# Vehicle Seat Covers



## SGrabs33 (Feb 13, 2017)

Wondering is anyone has any recommendations on brands for car seat covers?

We just got my wife a new car and would like to protect the second row captains chairs from car seat wear and other general wear and tear. Also, I have an older 4Runner that could use some new seat covers for the front.

Thanks!


----------



## gijoe4500 (Mar 17, 2017)

What kind of price range are you looking at. $30 seat covers will be vastly different in recommendation than $300 seat covers.


----------



## SGrabs33 (Feb 13, 2017)

gijoe4500 said:


> What kind of price range are you looking at. $30 seat covers will be vastly different in recommendation than $300 seat covers.


Not cheap, middle to high end range please


----------



## MasterMech (Sep 24, 2017)

SGrabs33 said:


> Wondering is anyone has any recommendations on brands for car seat covers?
> 
> We just got my wife a new car and would like to protect the second row captains chairs from car seat wear and other general wear and tear. Also, I have an older 4Runner that could use some new seat covers for the front.
> 
> Thanks!


https://www.coverking.com/seat-covers/custom-seat-covers/heavy-duty-ballistic.html

This is what we have done in my wife's last two vehicles.

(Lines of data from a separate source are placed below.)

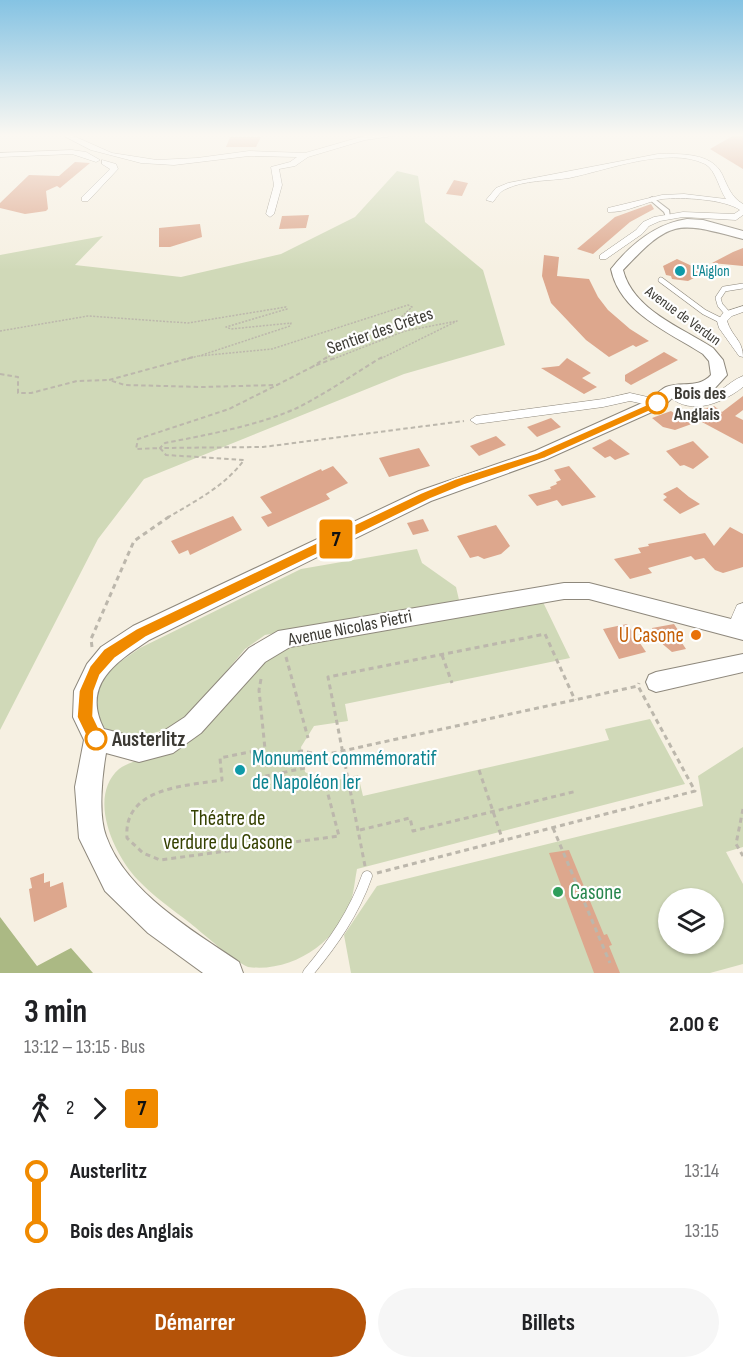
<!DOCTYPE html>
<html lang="fr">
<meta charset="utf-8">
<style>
body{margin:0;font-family:"Sofia Sans Condensed",sans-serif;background:#f6f6f6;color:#202124;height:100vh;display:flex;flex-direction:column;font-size:22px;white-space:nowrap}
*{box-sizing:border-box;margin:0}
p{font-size:20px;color:#757577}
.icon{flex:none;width:33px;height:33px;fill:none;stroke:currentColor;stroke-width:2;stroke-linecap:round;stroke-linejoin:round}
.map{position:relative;height:973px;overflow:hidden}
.panel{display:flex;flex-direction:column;background:#fff;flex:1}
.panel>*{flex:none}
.badge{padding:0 12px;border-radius:4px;font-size:21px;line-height:39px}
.buttons{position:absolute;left:658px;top:888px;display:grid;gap:12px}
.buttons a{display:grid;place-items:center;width:66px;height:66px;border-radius:50%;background:#fff;box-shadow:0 2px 4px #0004;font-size:30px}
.map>.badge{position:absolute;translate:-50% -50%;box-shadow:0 0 0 3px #fff}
.legs{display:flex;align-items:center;gap:9px;height:66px;padding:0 24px;font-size:20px}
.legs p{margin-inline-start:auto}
.head{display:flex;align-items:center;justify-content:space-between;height:102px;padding:0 24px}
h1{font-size:33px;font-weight:700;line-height:45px}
.action{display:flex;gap:12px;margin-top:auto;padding:12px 24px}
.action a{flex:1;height:69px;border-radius:36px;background:#b45309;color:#fff;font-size:24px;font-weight:700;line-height:69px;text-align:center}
.action a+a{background:#f6f6f6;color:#202124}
ul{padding:0 24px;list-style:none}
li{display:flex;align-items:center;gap:21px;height:60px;font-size:22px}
li i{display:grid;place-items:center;width:9px;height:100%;margin:0 8px;background:currentColor}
li i::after{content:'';width:15px;height:15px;margin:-8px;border:4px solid;border-radius:50%;background:#fff}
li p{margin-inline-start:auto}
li:first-child i{background:linear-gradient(#0000 50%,currentColor 0)}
li:last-child i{background:linear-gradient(currentColor 50%,#0000 0)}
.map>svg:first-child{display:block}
.green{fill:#d0d9b8;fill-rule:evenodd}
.forest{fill:#abb984}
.building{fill:#dda78d}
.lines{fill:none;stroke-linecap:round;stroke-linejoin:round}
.service-far1-casing{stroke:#8e887c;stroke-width:6}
.service-casing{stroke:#8e887c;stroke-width:11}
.pedestrian-casing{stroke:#8e887c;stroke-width:2}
.minor-casing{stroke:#8e887c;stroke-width:1}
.tertiary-casing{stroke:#8e887c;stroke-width:2}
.secondary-casing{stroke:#8e887c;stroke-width:2}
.path-far2{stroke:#bcb7ac;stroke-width:1.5;stroke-dasharray:2 1.5;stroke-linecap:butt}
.path-far1{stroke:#bcb7ac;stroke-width:2;stroke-dasharray:4.5 3;stroke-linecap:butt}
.path{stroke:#bcb7ac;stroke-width:3;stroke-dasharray:5 4;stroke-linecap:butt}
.service-far1{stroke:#fff;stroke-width:5}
.service{stroke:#fff;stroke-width:10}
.pedestrian{fill:#fff;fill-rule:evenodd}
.minor{fill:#fff;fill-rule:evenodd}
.tertiary{fill:#fff;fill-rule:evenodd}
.secondary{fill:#fff;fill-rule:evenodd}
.line-1{fill:#f08a00;stroke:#fff;stroke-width:1.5}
.culture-dot{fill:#0f9aa8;stroke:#fefefe;stroke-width:2}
.stop-1-dot{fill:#fff;stroke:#f08a00;stroke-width:3}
.food-dot{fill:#e8710a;stroke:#fefefe;stroke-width:2}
.leisure-dot{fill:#2e9e5b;stroke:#fefefe;stroke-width:2}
.labels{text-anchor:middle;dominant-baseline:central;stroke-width:4.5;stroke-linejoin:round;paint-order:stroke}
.far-culture-label{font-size:15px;fill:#0d838f;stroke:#fefefe;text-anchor:start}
.far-street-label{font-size:15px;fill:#3c3a34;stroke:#fefefe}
.street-label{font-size:18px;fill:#3c3a34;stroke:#fefefe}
.stop-label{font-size:18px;font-weight:bold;fill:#3c3a34;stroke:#fefefe;text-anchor:start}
.near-food-label{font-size:21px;fill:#c56008;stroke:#fefefe;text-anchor:end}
.near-stop-label{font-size:21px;font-weight:bold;fill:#3c3a34;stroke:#fefefe;text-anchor:start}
.near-culture-label{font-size:21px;fill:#0d838f;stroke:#fefefe;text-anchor:start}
.near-park-label{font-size:21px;fill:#354101;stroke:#fefefe}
.near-leisure-label{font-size:21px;fill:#27864d;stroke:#fefefe;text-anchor:start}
</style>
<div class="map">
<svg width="743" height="973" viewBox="0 0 743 973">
<rect width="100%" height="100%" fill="#f6f0e2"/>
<!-- green -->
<g class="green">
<path d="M 397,171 L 418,176 L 425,222 L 483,270 L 505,345 L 404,374 L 144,479 L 98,539 L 0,730 L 0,255 L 103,236 L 75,265 L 181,277 L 281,254 L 355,217 Z"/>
<path d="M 417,549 L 422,563 L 456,587 L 459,600 L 265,635 L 245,649 L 189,716 L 169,729 L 133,738 L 116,735 L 105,728 L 98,719 L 96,694 L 101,681 L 110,669 L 140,648 L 301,569 Z"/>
<path d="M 542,600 L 570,658 L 345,704 L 348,721 L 314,726 L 301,747 L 305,772 L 325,783 L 358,775 L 363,796 L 609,740 L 605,729 L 650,719 L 685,784 L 357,869 C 355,879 354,891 351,901 C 338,941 293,973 248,967 C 232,960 205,935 190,923 C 172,909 153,896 138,880 C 114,855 87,797 119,769 C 123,766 130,763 135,761 L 281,648 Z"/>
<path d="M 743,747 L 743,847 L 726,852 L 743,884 L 743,964 L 710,973 L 351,973 L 344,935 L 377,886 L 703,806 L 698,776 ZM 669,898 L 714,898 L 714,944 L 669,944 Z"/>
</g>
<!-- forest -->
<path class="forest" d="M 0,917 L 37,966 L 71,948 L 93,973 L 0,973 Z"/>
<!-- building -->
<g class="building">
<path d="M 736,134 L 743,134 L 743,169 L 710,149 Z"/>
<path d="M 230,137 L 261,137 L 256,147 L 226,147 Z"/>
<path d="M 75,162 L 90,163 L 60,188 L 57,186 L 46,191 L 48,209 L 46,211 L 25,214 L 0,208 L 0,203 L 29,175 L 59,176 Z"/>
<path d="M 454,180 L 468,183 L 462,196 L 446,194 Z"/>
<path d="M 651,204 L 654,209 L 630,222 L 593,254 L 577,249 L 615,217 Z"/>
<path d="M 309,215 L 306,228 L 279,229 L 282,216 Z"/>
<path d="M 200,224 L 202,237 L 170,247 L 159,247 L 159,228 Z"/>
<path d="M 743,248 L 743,266 L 712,263 L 733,252 Z"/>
<path d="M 544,255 L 559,257 L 557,276 L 589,279 L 598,297 L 608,310 L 630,329 L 649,341 L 636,347 L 633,345 L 609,357 L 586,340 L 551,303 L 542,276 Z"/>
<path d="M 677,259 L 692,266 L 714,268 L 688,281 L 672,279 L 671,276 L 666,275 L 663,266 Z"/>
<path d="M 664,352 L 678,360 L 631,385 L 625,381 L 625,375 Z"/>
<path d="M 567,358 L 591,373 L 582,378 L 597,387 L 584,394 L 541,368 L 559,366 Z"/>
<path d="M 743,396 L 743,410 L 735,416 L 743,420 L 743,444 L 700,421 L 675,430 L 663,427 L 652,418 L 671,411 L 678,416 L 714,406 L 722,412 Z"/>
<path d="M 551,418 L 561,427 L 537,437 L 527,427 Z"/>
<path d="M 496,436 L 506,445 L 479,456 L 470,446 Z"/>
<path d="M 610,439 L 630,454 L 615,460 L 610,456 L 605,458 L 592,448 Z"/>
<path d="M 693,441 L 709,457 L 693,469 L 684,465 L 680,466 L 666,451 Z"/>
<path d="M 419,448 L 430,466 L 389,477 L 379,458 Z"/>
<path d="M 333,466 L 348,483 L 326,494 L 330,499 L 268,527 L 261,517 L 272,513 L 260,497 L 321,469 L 322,471 Z"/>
<path d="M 569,466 L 596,497 L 562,506 L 557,500 L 537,506 L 528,495 L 551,489 L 550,487 L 557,484 L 556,482 L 561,480 L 554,470 Z"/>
<path d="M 677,487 L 689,497 L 700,504 L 680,514 L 663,500 L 667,497 L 663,494 Z"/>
<path d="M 233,516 L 242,530 L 190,555 L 188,550 L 179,554 L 171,541 Z"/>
<path d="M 423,519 L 429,531 L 413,535 L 407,523 Z"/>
<path d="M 496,525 L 510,546 L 501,554 L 484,559 L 478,556 L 470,558 L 457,536 Z"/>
<path d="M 730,527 L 743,534 L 743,567 L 723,573 L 715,570 L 704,558 L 695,560 L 691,556 L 648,568 L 652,573 L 630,579 L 614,559 L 641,553 L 638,548 L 649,546 L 648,544 L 705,533 L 714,546 Z"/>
<path d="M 627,624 L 646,652 L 619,659 L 603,629 Z"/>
<path d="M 674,624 L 684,639 L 680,640 L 686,649 L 672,652 L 647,631 L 653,630 L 652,628 Z"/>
<path d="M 569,850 L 604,935 L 607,934 L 612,945 L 609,946 L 620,973 L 594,973 L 549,853 Z"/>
<path d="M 44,873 L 44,883 L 50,881 L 50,887 L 63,882 L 67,907 L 34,922 L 29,889 L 32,888 L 30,878 Z"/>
</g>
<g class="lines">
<defs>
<g id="service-far1">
<path d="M 661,280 L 704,312 L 722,321"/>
<path d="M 728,314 L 720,305 L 718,298 L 724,289 L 743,286"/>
</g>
<path id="service" d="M 308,973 C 333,943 354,913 367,876"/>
<path id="pedestrian" d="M 652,197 L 669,210 L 670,217 L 666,217 L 664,212 L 650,200 L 649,199 Z"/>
<g id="minor">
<path d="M 60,134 L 69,134 L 112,153 L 157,160 L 197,158 L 249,151 L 305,153 L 364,136 L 407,134 L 365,140 L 308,157 L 295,166 L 279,169 L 282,185 L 274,214 L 270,217 L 266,214 L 274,185 L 271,167 L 290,162 L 297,157 L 249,156 L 174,165 L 141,163 L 91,150 Z"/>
<path d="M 72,150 L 86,152 L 100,160 L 96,162 L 72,154 L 0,157 L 0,153 Z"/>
<path d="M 658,154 C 680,154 711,152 722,174 C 728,187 731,197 743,204 L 743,215 L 736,220 L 683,217 L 660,221 L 649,226 L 642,234 L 606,259 L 600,259 L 600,255 L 636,230 L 643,222 L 654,217 L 683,212 L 734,214 L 740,210 C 724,199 682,197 662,199 C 645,202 626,213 608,212 L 608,208 L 662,195 L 684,194 L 726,199 C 719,189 716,170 705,164 C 668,146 608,170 569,178 C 549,181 524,180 506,189 C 500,191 497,197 493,202 L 486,200 L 496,188 L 508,183 Z"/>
<path d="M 102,160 L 116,164 L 118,169 L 88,201 L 82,201 L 82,197 L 110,169 L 102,164 Z"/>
<path d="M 743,306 L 743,312 L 732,316 L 727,321 C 732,337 743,340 743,357 L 739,356 L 719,328 L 717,321 L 724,312 Z"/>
<path d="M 743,376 L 743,387 C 720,405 686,418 664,391 L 670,387 C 678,390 683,397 691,399 C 712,404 726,382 743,376 Z"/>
<path d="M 630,393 L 661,400 L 663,403 L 657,407 L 630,401 L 603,407 L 476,424 L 470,420 L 476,416 L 603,399 Z"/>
<path d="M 743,603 L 743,628 L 741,633 L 735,635 L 729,633 L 727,628 L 737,605 Z"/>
</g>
<path id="tertiary" d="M 743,654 L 743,672 L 656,692 L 649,689 L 646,682 L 649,675 L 656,672 Z"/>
<path id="secondary" d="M 687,219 L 703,220 L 743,231 L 743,239 C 678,222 672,218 623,270 C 633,310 681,327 713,348 L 723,360 L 727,375 L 715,388 L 697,394 L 674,396 L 663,407 L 547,459 L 431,501 L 149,640 C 116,662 81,685 104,729 L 139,738 L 159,734 L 185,717 L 249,648 L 278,631 L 564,583 L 589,583 L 743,622 L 743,640 L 589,599 L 564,599 L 290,647 L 265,662 L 201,733 L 173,753 L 139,762 L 106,753 C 102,776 98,814 106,836 C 126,892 192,930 239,962 L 243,973 L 203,973 L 148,933 L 105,891 L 79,838 L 75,787 L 84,740 L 73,717 L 74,691 L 87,664 L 101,647 L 133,626 L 419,491 L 535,451 L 651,399 C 656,395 661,389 666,387 C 682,381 698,389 711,375 L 709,361 L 703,354 C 669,332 620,313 611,269 C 631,244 655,224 687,219 Z"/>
</defs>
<!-- service-far1 casing -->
<use href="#service-far1" class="service-far1-casing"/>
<!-- service casing -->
<use href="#service" class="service-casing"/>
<!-- pedestrian casing -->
<use href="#pedestrian" class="pedestrian-casing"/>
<!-- minor casing -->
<use href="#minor" class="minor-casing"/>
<!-- tertiary casing -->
<use href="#tertiary" class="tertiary-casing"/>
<!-- secondary casing -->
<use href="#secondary" class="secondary-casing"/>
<!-- path-far2 -->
<g class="path-far2">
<path d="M 0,331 L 88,316 L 188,323 L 286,307 L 287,309 L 226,327 L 231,329 L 291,323 L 290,326 L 199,356 L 272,349 L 408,305 L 412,307 L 396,322 L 360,337 L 325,359"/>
<path d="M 187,359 L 198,356"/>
<path d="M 333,359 L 405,331 L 457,321 L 380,359"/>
</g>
<!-- path-far1 -->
<g class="path-far1">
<path d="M 193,357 L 109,380 L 125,385 L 202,387 L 277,385 L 312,367"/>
<path d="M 327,357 L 312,367 L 337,357"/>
<path d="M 382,357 C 354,374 328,392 299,407 C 261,425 206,435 165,443 L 160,448 L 263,447 L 464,421"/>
<path d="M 0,374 L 18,377 L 18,393 L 31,393 L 77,381 L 109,380"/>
<path d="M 167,518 C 195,501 224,487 244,460 L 166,455 L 160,448 L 136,449 L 138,439 L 229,409 L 277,385"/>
</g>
<!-- path -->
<g class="path">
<path d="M 92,647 L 91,639 L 134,541 L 170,516"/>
<path d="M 442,655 L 452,683"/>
<path d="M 286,657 L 308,738"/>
<path d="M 261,679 L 259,690 L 265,749 L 220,758 L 222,780 C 186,786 123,787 127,838 L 143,853 L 160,860 L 339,836 L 325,783"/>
<path d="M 254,761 L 302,751 L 322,755"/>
<path d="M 479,770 L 503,841"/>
<path d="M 256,778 L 305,768 L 324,755 L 638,686"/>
<path d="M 743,809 L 736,844 L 743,856"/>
<path d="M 553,828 L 610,963"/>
<path d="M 360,830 L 410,818 L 413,831 L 577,791"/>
<path d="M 365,866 L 328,677 L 545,634 L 575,700"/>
<path d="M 377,873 L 695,791 L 638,686 L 639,683"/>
</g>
<!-- service-far1 -->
<use href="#service-far1" class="service-far1"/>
<!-- service -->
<use href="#service" class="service"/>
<!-- pedestrian -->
<use href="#pedestrian" class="pedestrian"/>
<!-- minor -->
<use href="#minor" class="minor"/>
<!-- tertiary -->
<use href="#tertiary" class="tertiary"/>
<!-- secondary -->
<use href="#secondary" class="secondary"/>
</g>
<!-- sky -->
<linearGradient id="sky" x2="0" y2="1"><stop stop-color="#85c3e3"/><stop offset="0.5" stop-color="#fbf8f2"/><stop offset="1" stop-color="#fbf8f2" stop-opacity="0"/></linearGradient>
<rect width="743" height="270" fill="url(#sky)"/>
<!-- line-1 -->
<path class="line-1" d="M 657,400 L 662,403 L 661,406 L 545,458 L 464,485 L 430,499 L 146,637 L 115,658 L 100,675 L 94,691 L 93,716 L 104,739 L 102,744 L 96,747 L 90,744 L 77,717 L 79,691 L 90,666 L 104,649 L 136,629 L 421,493 L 455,479 L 537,453 Z"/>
<!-- markers -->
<g class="culture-dot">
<circle cx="680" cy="271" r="6"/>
<circle cx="240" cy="770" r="6"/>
</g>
<g class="stop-1-dot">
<circle cx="657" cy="403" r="10"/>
<circle cx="96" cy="739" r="10"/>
</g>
<circle class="food-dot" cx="696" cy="635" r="6"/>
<circle class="leisure-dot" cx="558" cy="892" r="6"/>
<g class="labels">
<!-- far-culture labels -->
<g class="far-culture-label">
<text x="692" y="271">L'Aiglon</text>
</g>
<!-- far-street labels -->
<g class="far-street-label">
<text transform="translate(683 316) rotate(36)">Avenue de Verdun</text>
</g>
<!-- street labels -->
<g class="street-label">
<text transform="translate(380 331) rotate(-19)">Sentier des Crêtes</text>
<text transform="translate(350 628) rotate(-11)">Avenue Nicolas Pietri</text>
</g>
<!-- stop labels -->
<g class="stop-label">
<text x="674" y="393">Bois des<tspan x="674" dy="21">Anglais</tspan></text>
</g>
<!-- near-food labels -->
<g class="near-food-label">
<text x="684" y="635">U Casone</text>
</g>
<!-- near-stop labels -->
<g class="near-stop-label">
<text x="112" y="739">Austerlitz</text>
</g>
<!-- near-culture labels -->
<g class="near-culture-label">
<text x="252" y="758">Monument commémoratif<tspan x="252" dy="24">de Napoléon Ier</tspan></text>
</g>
<!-- near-park labels -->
<g class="near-park-label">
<text x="228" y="818">Théatre de<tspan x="228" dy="24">verdure du Casone</tspan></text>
</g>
<!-- near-leisure labels -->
<g class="near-leisure-label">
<text x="570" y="892">Casone</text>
</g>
</g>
</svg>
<div class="buttons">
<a><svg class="icon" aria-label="layers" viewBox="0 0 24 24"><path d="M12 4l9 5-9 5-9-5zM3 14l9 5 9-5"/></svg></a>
</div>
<b class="badge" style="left:336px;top:539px;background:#f08a00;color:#111">7</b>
</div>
<section class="panel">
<div class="head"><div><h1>3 min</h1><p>13:12 – 13:15 · Bus</p></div><b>2.00 €</b></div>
<div class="legs"><svg class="icon" aria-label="walk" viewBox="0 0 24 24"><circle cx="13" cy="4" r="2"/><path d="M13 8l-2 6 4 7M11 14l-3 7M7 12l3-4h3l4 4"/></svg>2<svg class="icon" aria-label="forward" viewBox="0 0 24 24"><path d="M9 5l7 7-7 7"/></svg><b class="badge" style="background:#f08a00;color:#111">7</b></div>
<ul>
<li><i style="color:#f08a00"></i><b>Austerlitz</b><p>13:14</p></li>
<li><i style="color:#f08a00"></i><b>Bois des Anglais</b><p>13:15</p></li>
</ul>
<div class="action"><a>Démarrer</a><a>Billets</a></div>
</section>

When we traded in her Terrain, the seats were like new after 4 years of kids and dogs daily abuse. Highly recommended, worth the beans. For the 4Runner, they have other options as well that should fit great and give you whatever look you desire.

Stay away from the universal (doesn't) fit stuff. Way more trouble than they're worth, and that isn't much to begin with.


----------



## gijoe4500 (Mar 17, 2017)

Wet Okole is the brand I want to get for my F150. Around $150-300 depending on what you are looking at. Coverking and Fia are also decent options as well.


----------



## kds (Apr 28, 2017)

MasterMech said:


> Stay away from the universal (doesn't) fit stuff. Way more trouble than they're worth, and that isn't much to begin with.


I bought a WeatherTech seat protector off Amazon a couple of years ago for the rear bench of my F-150 and despite having to put my year/make/model to find a fit, it turned out to be pretty much a universal cover. The part of the seat you put your butt on isn't fastened to anything, so when my dogs jump into the truck it usually gets pushed back so it doesn't actually protect anything from their muddy paws. I would not recommend it.


----------



## SGrabs33 (Feb 13, 2017)

Great tips from everyone, thanks!

I love going to my wife and giving her info that I get from my "internet friends" :lol:


----------



## FRD135i (Oct 15, 2017)

Saddle man, I got the saddle blanket ones for my dodge 3500 and the quality is amazing. Super thick and durable. Front set was $130. Way underpriced for the quality and customer service. They called just to double check the order before they made it.


----------



## Rockinar (Jul 21, 2017)

My vote goes to Wet Okole. Had them on my Tundra a couple years ago. They fit like a glove.


----------



## SGrabs33 (Feb 13, 2017)

Thanks again to everyone.

I ended up going with CoverKing and I just got them in the mail yesterday. I'll try and update this with my thoughts.

Also, I ordered Weathertech floorliners which we are liking a lot.


----------